*To do:* Count up the lines in the listing below that hold "корпус", and answer with the total alone.

==== Input data

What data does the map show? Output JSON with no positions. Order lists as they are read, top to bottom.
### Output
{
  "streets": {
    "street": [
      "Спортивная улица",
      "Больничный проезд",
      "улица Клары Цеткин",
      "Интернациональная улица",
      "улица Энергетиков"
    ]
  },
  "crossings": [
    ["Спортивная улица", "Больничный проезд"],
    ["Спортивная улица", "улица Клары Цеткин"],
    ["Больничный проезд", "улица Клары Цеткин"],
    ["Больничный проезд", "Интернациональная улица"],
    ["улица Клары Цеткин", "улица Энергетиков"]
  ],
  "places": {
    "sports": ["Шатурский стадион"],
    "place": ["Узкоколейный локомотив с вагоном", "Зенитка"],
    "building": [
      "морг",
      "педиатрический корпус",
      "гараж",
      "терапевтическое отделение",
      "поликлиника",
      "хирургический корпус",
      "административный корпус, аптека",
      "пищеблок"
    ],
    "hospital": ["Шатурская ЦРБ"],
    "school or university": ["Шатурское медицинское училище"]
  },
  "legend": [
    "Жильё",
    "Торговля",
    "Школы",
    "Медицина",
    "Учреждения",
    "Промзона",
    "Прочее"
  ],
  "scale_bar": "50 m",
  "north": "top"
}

========

*The completed task:* 3